To someone with a hammer, every problem looks like a nail.
It is the criticism levelled at many areas of international development.
To an economist, sort out economic policy and prosperity will follow. To a civil society activist, sort out access to rights and justice, then fairness will follow. To a governance specialist, sort out the effectiveness of government institutions, and good governance will follow.
And to someone working in media and communication, sort out the reliability of information available to people on the issues that concern them and the freedom people have to debate and voice their views, then development might thrive in an informed society where people can act to advance their interests, their wellbeing and their societies.
BBC Media Action’s hammer is media and communication – but we accept that not all development challenges that exist can be fixed by our particular type of nail. A radio programme will not build a hydro-electric dam, the mobile phone will not meet a shortage of trained doctors or teachers, the television will not miraculously conjure economic growth from a resource-poor country.
But while media and communication interventions won’t develop a new vaccine, they might make sure people demand it when it is available; while they won’t determine the most effective development policy for a post-conflict state, they might help people make an informed choice when they vote on whether that policy is right for them; while they won’t build a school or hospital, they might help people find out if and why the money designated for it goes missing.
Welcome to BBC Media Action Insight, a new BBC Media Action blog that seeks to illuminate the challenges that media and communication can help tackle within the sphere of international development. The blog is part of a new expanded area of the BBC Media Action website, Research and Insight, where we will be showcasing data, evidence, analysis and commentary on the role of media and communication in development.
Our hope is to engage especially those of you working on issues of international development, including those who might be more interested in development than you are in media.
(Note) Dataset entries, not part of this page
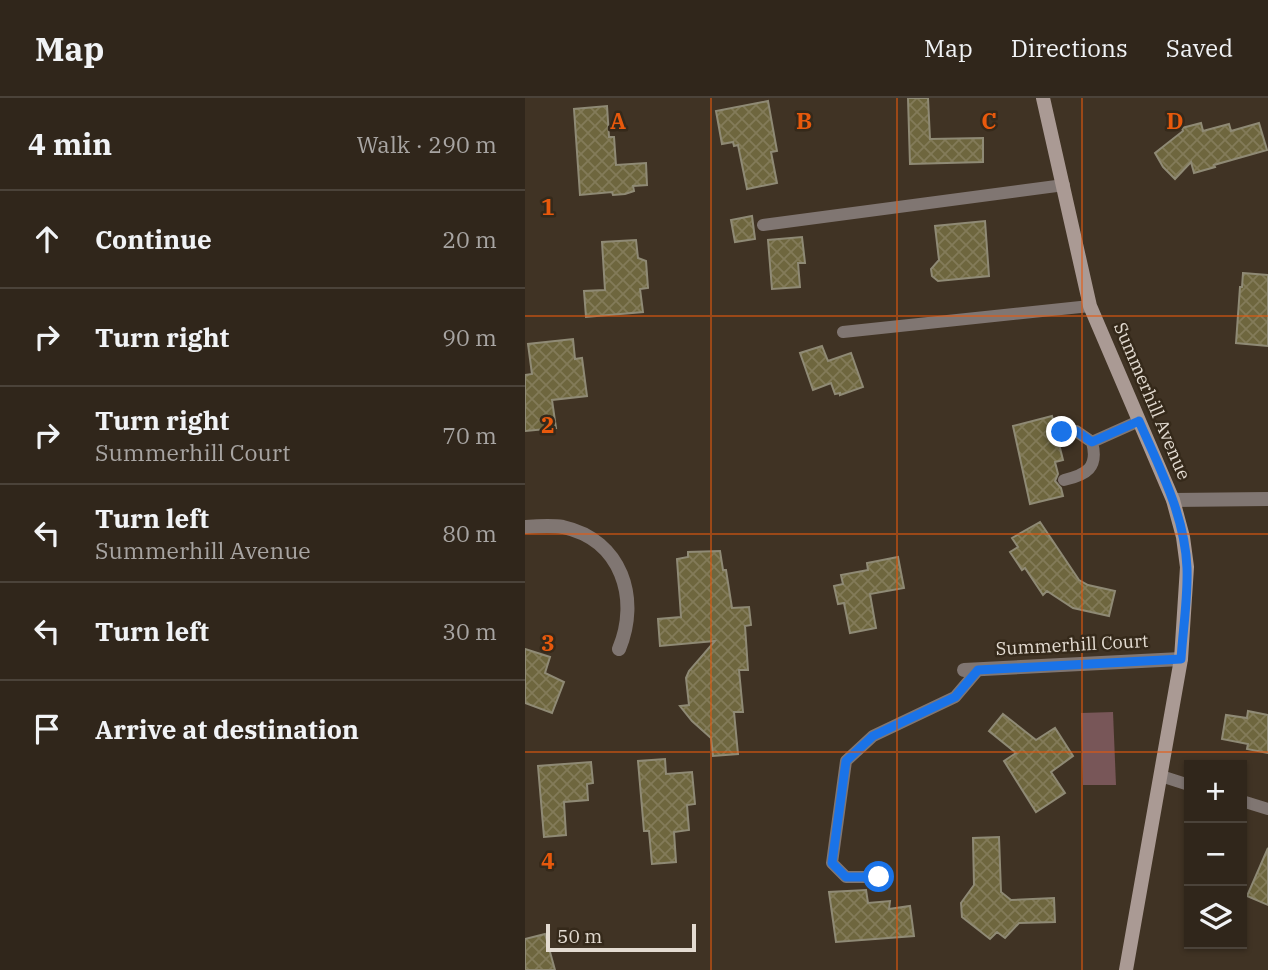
<!DOCTYPE html>
<meta charset="utf-8">
<style>
body{margin:0;font-family:"IBM Plex Serif",serif;background:#382e24;color:#f1f3f6}
.controls{position:absolute;right:21px;bottom:21px;display:grid;overflow:hidden;border-radius:0px;box-shadow:0 2px 5px #0004}
.controls button{width:63px;height:63px;display:grid;place-items:center;padding:0;border:0;border-bottom:2px solid #4b433a;background:#30261b;color:#f1f3f6;font:35px sans-serif}
.scale{position:absolute;left:21px;bottom:18px;width:150px;box-sizing:border-box;padding-left:7px;border:4px solid #e3dbd1;border-top:0;font-size:19px;line-height:24px;white-space:nowrap;color:#e3dbd1;-webkit-text-stroke:5px #35291a;paint-order:stroke}
.stop{position:absolute;width:21px;height:21px;margin:-16px;border:5px solid #1a73e8;border-radius:50%;background:#fff}
.stop.end{background:#1a73e8;border-color:#fff;box-shadow:0 2px 7px #0008}
.list{margin:0;padding:0;list-style:none}
h2{display:flex;justify-content:space-between;align-items:center;height:91px;margin:0;padding:0 28px;font-size:30px}
h2 small{font-size:23px;font-weight:400;color:#a8a5a3}
.list li{display:grid;grid-template-columns:46px 1fr auto;gap:21px;align-items:center;box-sizing:border-box;height:98px;padding:0 28px;border-top:2px solid #4b433a}
.list b{display:block;font-size:26px;white-space:nowrap}
.list p{margin:0;font-size:23px;white-space:nowrap;color:#a8a5a3}
.list em{font-size:23px;font-style:normal;color:#a8a5a3}
.icon{flex:none;width:38px;height:38px;fill:none;stroke:currentColor;stroke-width:2;stroke-linecap:round;stroke-linejoin:round}
.map{position:relative;flex:none;width:743px;height:872px;overflow:hidden}
header{display:flex;align-items:center;gap:42px;box-sizing:border-box;height:98px;padding:0 35px;background:#30261b;border-bottom:2px solid #4b433a}
header strong{font-size:33px}
nav{display:flex;gap:38px;margin-inline-start:auto;font-size:24px}
main{display:flex}
aside{flex:1;background:#30261b}
.map>svg:first-child{display:block}
.grass{fill:#785658}
.building{fill:url(#building-cross-hatch);stroke:#8f8a75;stroke-width:2}
.lines{fill:none;stroke-linecap:round;stroke-linejoin:round}
.lane{stroke:#807672;stroke-width:12}
.street{stroke:#807672;stroke-width:14}
.secondary{stroke:#aa9a94;stroke-width:14}
.route{stroke:#1a73e8;stroke-width:9}
.grid{fill:none;stroke:#e8590c;stroke-width:2;stroke-opacity:0.55}
.labels{text-anchor:middle;stroke-width:5;stroke-linejoin:round;paint-order:stroke}
.street-label{font-size:18px;fill:#e3dbd1;stroke:#35291a}
.grid-label{font-size:23px;text-anchor:middle;font-weight:bold;fill:#e8590c;stroke:#35291a;stroke-width:5;stroke-linejoin:round;paint-order:stroke}
</style>
<header>
<strong>Map</strong>
<nav><a>Map</a><a>Directions</a><a>Saved</a></nav>
</header>
<main>
<aside>
<h2>4 min<small>Walk · 290 m</small></h2>
<ul class="list">
<li><svg class="icon" aria-label="ahead" viewBox="0 0 24 24"><path d="M12 20V5M6 11l6-6 6 6"/></svg><div><b>Continue</b></div><em>20 m</em></li>
<li><svg class="icon" aria-label="right" viewBox="0 0 24 24"><path d="M7 20v-9h11M14 6l5 5-5 5"/></svg><div><b>Turn right</b></div><em>90 m</em></li>
<li><svg class="icon" aria-label="right" viewBox="0 0 24 24"><path d="M7 20v-9h11M14 6l5 5-5 5"/></svg><div><b>Turn right</b><p>Summerhill Court</p></div><em>70 m</em></li>
<li><svg class="icon" aria-label="left" viewBox="0 0 24 24"><path d="M17 20v-9H6M10 6l-5 5 5 5"/></svg><div><b>Turn left</b><p>Summerhill Avenue</p></div><em>80 m</em></li>
<li><svg class="icon" aria-label="left" viewBox="0 0 24 24"><path d="M17 20v-9H6M10 6l-5 5 5 5"/></svg><div><b>Turn left</b></div><em>30 m</em></li>
<li><svg class="icon" aria-label="arrive" viewBox="0 0 24 24"><path d="M6 21V4h12l-3 4 3 4H6"/></svg><div><b>Arrive at destination</b></div></li>
</ul>
</aside>
<div class="map">
<svg width="743" height="872" viewBox="0 0 743 872">
<defs>
<pattern id="building-cross-hatch" width="8" height="8" patternUnits="userSpaceOnUse" patternTransform="scale(1.75)"><rect width="8" height="8" fill="#6e663e"/><path d="M0 0l8 8M0 8l8-8" fill="none" stroke="#837b59"/></pattern>
</defs>
<rect width="100%" height="100%" fill="#403324"/>
<path class="grass" d="M588,614l3,73h-33l-2,-72z"/>
<path class="building" d="M383,0h20l2,41 53,-1v24l-73,2z
M243,3l9,50 -6,1 6,31 -30,6 -9,-44 -4,1 -1,-4 -11,2 -6,-33z
M82,8l2,31h5l2,28 30,-2 1,22 -14,1 1,5 -9,3 -12,1 -1,-3 -32,3 -6,-86z
M676,25l2,8 26,-7 2,7 28,-8 8,27 -53,15 1,2 -21,6 -3,-11 -16,17 -12,-12 -8,-14 28,-22 -1,-3z
M227,118l3,23 -20,3 -4,-22z
M460,123l4,55 -51,5 -6,-5 -1,-7 8,-9 -4,-34z
M277,139l3,26h-7l2,24 -28,2 -4,-49z
M111,142l2,18 8,3 2,27 -8,1 3,23 -57,5 -2,-26 21,-1 -3,-48z
M718,175l25,2v71l-32,-3 4,-56h2z
M48,241l2,20 7,-1 5,38 -35,4 4,28 -31,3v-56l7,-1 -4,-30z
M297,248l6,15 23,-8 12,34 -23,8v-2l-5,1 -4,-11 -18,7 -13,-37z
M527,318l3,11 -2,6 5,7 5,20 -8,2 3,12 -3,7 6,7 2,8 -33,8 -17,-78z
M515,424l39,58 9,5 27,6 -6,25 -36,-8 -26,-17 -4,4 -18,-27 -3,2 -12,-18 8,-5 -6,-9z
M195,453l3,19h3l6,38 17,-1 2,18 -6,1 3,44h-9l4,42h-9l4,42 -25,2 -2,-18 -19,-17 -12,-15 9,-1 -3,-27 3,-7 26,-30 -55,5 -2,-27 23,-2 -4,-58 11,-2v-5z
M373,459l6,31 -34,6 6,34 -26,5 -6,-30 -6,1 -4,-18 9,-2 -2,-9 27,-5 -1,-7z
M0,551l25,8 -5,16 19,9 -12,31 -27,-10z
M723,613l20,4v38l-21,-4 1,-5 -26,-5 4,-24 21,3z
M478,616l33,26 19,-12 18,28 -22,16 14,21 -29,19 -32,-51 12,-8 -27,-22z
M140,661l1,15 26,-2 3,32 -8,1 2,25 -15,2 2,30 -24,2 -3,-33h-5l-6,-70z
M66,664l2,21 -6,1 1,16 -24,2 2,33 -22,2 -6,-71z
M474,739l2,55 10,8 43,-2 1,24 -36,1 -14,15 -8,-6 -7,7 -28,-22 -1,-14 13,-18 -1,-47z
M743,750v57l-21,-9z
M341,792l2,13 22,-2 -1,8 21,-3 4,30 -78,6 -7,-50z
M20,836l10,36h-30v-31z"/>
<g class="lines">
<path class="lane" d="M238,127l301,-40
M318,234l247,-26
M537,334l14,-1 16,11 47,-21
M539,382c22,-5 35,-12 28,-38
M636,678l28,9
M717,703l26,8
M354,779h-33l-14,-14 14,-102 27,-25 82,-39 23,-27"/>
<path class="street" d="M648,402l95,-1
M0,429c13,-1 26,-2 38,0 59,13 77,72 56,122
M439,572l217,-11"/>
<path class="secondary" d="M518,0l47,208 83,194 10,37 4,30 -6,92 -55,311"/>
</g>
<g class="lines">
<path class="route" d="M354,779h-33l-14,-14 14,-102 27,-25 82,-39 23,-27 203,-11c2,-30 7,-61 6,-91 -2,-53 -28,-101 -48,-147l-47,21 -16,-11 -14,1"/>
</g>
<path class="grid" d="M186,0v872M372,0v872M557,0v872M0,218h743M0,436h743M0,654h743"/>
<g class="labels">
<g class="street-label">
<text transform="translate(627 303) rotate(67)" y="6">Summerhill Avenue</text>
<text transform="translate(547 547) rotate(-3)" y="6">Summerhill Court</text>
</g>
</g>
<g class="grid-label">
<text x="93" y="31">A</text>
<text x="279" y="31">B</text>
<text x="464" y="31">C</text>
<text x="650" y="31">D</text>
<text x="23" y="117">1</text>
<text x="23" y="335">2</text>
<text x="23" y="553">3</text>
<text x="23" y="771">4</text>
</g>
</svg>
<div class="controls">
<button>+</button>
<button>−</button>
<button><svg class="icon" aria-label="layers" viewBox="0 0 24 24"><path d="M12 4l9 5-9 5-9-5zM3 14l9 5 9-5"/></svg></button>
</div>
<div class="scale">50 m</div>
<div class="stop" style="left:354px;top:779px"></div>
<div class="stop end" style="left:537px;top:334px"></div>
</div>
</main>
We hope this includes researchers and academics, policy makers and decision-makers, policy actors and development practitioners, donors and NGOs and, of course, media and communication organisations.
Yes, we will talk on this space a bit about media and communication – digital and analogue, radio and mobile, television and internet. But our main aim is to share insights about the role of media and communication within the three themes on which our organisation works: governance and rights, health, and resilience and humanitarian response.
Within the realm of governance and rights, that means issues of politics and participation, loyalty and identity, society and state, nation and community, democracy and accountability, governance and conflict. In the health sphere, we hope to spark policy and research conversations on using communication to reduce maternal and infant mortality, reduce the transmission of malaria and HIV and increase the demands for vital services, such as vaccines. In our third theme of humanitarian and resilience, it will be about the critical role of information in responding to earthquakes, floods, tsunamis and famines, and how media and communication can help those most vulnerable to adapt to sudden events - such as cyclones or earthquakes - and long-term strains - such as changes in the climate or economic crises.
So why this site and why now? Part of the answer to that question is that BBC Media Action has a good deal of data, analysis and experience in these areas that we need to get better at publishing and sharing. We hope to do that here.
But there is a more fundamental reason. We believe that the role of media and communication in shaping development outcomes is becoming increasingly recognised in everything from the aftermath of the Arab Uprisings, to the agreement at the UN of a post-2015 sustainable development dedicated to improving peace, justice and strong institutions (including ensuring “public access to information”) to the growing emphasis on using communication to improve public health and beyond.
We hope that the content posted here and the research, policy and practitioner conversations they spark will be as much about people as they are about technology, as much as about society as they are about state or government and as much about evidence and learning around what is working as they are about highlighting the latest tech breakthrough or development start up.
Above all, we hope that those in the international development community will use the insight from this new area of our website to develop a stronger understanding and – ultimately – a stronger interest in the role of media and communication.
Finally, this blog and new area of our website are focused on the role of media and communication in the countries in which BBC Media Action, as an international development charity mostly works: in the Middle East, Africa, Asia and Europe. It is not our purpose to focus on the role of media in the UK and much of the blog’s content will originate the experience of our staff around the world. However BBC Media Action Insight is launched in a week where our own country is gripped by considerable turmoil. One of our first blogs reflects on what we can learn from that experience.
James Deane is Director of Policy and Learning at BBC Media Action.